This appeal arises pursuant to the Texas Workers’ Compensation Act, TEX. LAB. CODE ANN. § 401.001 et seq. (1989 Act). A contested case hearing (CCH) was held on January 24, 2002. The hearing officer resolved the disputed issue by concluding that the appellant (claimant) did not have disability from August 7, 2001, through the date of the CCH resulting from an injury sustained on ___________. The claimant appealed the determination, arguing that she proved by the preponderance of the medical evidence that she sustained disability. In its response, the respondent (carrier) argues that the determination was supported by sufficient evidence.
DECISION
Affirmed.
The parties stipulated that the claimant sustained a compensable injury on ___________. The claimant testified that her treating doctor, Dr. M, released her to work without restrictions on August 9, 2001, after viewing a videotape of the claimant which showed her lifting various items of differing size and weight, including a chair and furniture parts, and placing them in a trash can without any apparent discomfort and restricted movement. The claimant testified that she had received an injection in her right shoulder approximately a week prior to the date the video was taken and the injection provided her with temporary relief. A medical report dated September 5, 2001, from Dr. H reflects that he recommended arthroscopic surgery and decompression for the claimant’s right shoulder. The claimant testified that Dr. M took her off work on September 12, 2001, because she was in pain and surgery was recommended by Dr. H.
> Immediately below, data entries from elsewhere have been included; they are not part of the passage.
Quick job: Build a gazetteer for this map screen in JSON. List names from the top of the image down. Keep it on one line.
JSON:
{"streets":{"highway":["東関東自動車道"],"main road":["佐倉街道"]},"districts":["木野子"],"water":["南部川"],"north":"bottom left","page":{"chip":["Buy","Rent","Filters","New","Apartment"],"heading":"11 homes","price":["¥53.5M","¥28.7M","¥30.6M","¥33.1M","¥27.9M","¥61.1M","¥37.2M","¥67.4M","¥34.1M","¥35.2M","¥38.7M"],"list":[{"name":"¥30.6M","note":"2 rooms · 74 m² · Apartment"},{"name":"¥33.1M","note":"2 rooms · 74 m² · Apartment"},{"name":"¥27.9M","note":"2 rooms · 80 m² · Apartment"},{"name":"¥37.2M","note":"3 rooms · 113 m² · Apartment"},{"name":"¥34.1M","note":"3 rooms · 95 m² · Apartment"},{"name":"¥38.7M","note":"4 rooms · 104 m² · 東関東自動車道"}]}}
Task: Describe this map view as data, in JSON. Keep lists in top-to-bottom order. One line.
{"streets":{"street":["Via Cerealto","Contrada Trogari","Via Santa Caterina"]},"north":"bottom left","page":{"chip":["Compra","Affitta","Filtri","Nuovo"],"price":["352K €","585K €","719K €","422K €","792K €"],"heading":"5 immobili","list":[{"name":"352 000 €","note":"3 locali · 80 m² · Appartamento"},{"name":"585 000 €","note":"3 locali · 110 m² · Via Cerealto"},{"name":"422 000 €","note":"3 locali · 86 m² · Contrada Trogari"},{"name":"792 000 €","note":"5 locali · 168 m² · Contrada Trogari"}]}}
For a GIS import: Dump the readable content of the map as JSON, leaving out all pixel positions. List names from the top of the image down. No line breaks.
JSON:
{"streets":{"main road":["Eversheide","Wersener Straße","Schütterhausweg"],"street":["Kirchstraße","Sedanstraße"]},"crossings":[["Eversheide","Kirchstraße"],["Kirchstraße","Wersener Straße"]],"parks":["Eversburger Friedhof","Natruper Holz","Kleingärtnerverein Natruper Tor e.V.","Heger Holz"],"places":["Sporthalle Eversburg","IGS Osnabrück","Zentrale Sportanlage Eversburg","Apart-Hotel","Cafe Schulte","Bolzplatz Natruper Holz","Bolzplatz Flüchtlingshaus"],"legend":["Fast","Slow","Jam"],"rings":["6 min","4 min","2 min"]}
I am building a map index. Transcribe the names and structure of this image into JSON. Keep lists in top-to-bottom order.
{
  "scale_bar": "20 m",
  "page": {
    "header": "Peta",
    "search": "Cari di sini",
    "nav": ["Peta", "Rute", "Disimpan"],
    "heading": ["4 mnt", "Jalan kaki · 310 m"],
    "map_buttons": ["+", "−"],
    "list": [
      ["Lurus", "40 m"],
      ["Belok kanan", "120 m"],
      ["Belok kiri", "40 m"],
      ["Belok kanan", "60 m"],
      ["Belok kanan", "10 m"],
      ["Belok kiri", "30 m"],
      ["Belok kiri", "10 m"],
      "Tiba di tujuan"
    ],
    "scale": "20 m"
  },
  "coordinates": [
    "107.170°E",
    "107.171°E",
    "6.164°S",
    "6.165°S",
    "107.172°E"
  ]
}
The hearing officer’s resolution of the disability issue turns on factual questions on which there was conflicting evidence. Section 410.165(a) provides that the contested case hearing officer, as finder of fact, is the sole judge of the relevance and materiality of the evidence as well as of the weight and credibility that is to be given the evidence. It was for the hearing officer, as trier of fact, to resolve the inconsistencies and conflicts in the evidence. Garza v. Commercial Insurance Company of Newark, New Jersey, 508 S.W.2d 701, 702 (Tex. Civ. App.-Amarillo 1974, no writ). This is equally true regarding medical evidence. Texas Employers Insurance Association v. Campos, 666 S.W.2d 286, 290 (Tex. App.-Houston [14th Dist.] 1984, no writ). The trier of fact may believe all, part, or none of the testimony of any witness. Taylor v. Lewis, 553 S.W.2d 153, 161 (Tex. Civ. App.-Amarillo 1977, writ ref’d n.r.e.); Aetna Insurance Co. v. English, 204 S.W.2d 850 (Tex. Civ. App.-Fort Worth 1947, no writ). Nothing in our review of the record indicates that the hearing officer’s disability determination is so against the great weight and preponderance of the evidence as to be clearly wrong or manifestly unjust. Cain v. Bain, 709 S.W.2d 175, 176 (Tex. 1986).
The decision and order of the hearing officer are affirmed.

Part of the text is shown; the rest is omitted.